Workers in obedience schools and for obedience programs are called “animal trainers.” Animal trainers work with animals and their owners or caretakers to modify bad behavior, train the animals in basic or advanced commands, or to prepare the animals for shows (such as dog competitions or circus acts).
The job is a great choice for an animal lover with outstanding patience and communications skills. Most employers prefer some kind of training, formal or informal, but some trainers learn on the job. Approximately 40% of animal trainers are self-employed. There are several programs around the country which offer classes and/or certificates in obedience training.
Animal trainers usually specialize in one area.
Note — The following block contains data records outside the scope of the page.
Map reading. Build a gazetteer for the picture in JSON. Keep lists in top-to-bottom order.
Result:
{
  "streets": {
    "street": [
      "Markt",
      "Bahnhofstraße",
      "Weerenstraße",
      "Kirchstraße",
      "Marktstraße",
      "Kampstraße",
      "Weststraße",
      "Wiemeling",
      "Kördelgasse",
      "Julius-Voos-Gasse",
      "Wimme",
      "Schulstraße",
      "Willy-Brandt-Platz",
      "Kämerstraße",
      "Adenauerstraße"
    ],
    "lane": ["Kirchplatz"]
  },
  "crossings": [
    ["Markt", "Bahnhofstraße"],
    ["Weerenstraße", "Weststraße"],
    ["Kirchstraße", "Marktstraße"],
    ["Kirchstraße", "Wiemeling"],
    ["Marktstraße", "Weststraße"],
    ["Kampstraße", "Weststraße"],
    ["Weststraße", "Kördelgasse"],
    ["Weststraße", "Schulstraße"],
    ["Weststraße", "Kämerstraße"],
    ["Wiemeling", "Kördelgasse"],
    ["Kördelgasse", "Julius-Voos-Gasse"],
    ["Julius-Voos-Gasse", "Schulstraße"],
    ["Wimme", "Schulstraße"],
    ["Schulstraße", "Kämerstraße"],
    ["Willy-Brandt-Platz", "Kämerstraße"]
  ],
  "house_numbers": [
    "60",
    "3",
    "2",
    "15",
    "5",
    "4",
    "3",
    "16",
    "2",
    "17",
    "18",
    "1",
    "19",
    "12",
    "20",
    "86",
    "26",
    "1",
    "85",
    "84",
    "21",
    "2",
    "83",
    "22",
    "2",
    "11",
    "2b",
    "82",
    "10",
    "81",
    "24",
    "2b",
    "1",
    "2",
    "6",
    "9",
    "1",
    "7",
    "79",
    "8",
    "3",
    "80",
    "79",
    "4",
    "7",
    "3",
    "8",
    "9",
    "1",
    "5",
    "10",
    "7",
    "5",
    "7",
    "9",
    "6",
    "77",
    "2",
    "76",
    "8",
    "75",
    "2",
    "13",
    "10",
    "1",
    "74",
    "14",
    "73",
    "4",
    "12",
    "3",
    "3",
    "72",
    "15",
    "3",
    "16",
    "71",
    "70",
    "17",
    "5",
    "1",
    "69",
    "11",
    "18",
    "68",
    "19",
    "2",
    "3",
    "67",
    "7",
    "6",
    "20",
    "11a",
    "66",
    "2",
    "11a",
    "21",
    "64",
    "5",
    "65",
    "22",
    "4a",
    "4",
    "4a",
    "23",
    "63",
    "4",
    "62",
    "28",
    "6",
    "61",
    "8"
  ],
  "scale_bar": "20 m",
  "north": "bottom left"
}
Examples include:
- Horseback riding
- Assisting persons with disabilities
- Security training (including drug, bomb, and fire detection)
Animal trainers condition their animals to respond to certain commands. They usually use positive reinforcement (such as a treat, a belly-rub, or a positive noise) at the precise moment the animal performs the requested action – this is what is meant by “conditioning.” Training may take weeks, months, or even years.
The work can be hazardous and unpleasant. Animal care workers may clean cages and animals, hold or restrain animals (which may result in cuts and bites), and move around a lot during work. Additionally, working with difficult animals and owners can be a trying experience.
About 20% of the 151,000 animal care and service workers in 2002 were animal trainers. Job prospects are good, since more people are spending more money on their pets. The field is also expanding in areas such as feline obedience training. Median hourly earnings for trainers in 2002 were $11.03; the top ten percent earned over $21.65/hour.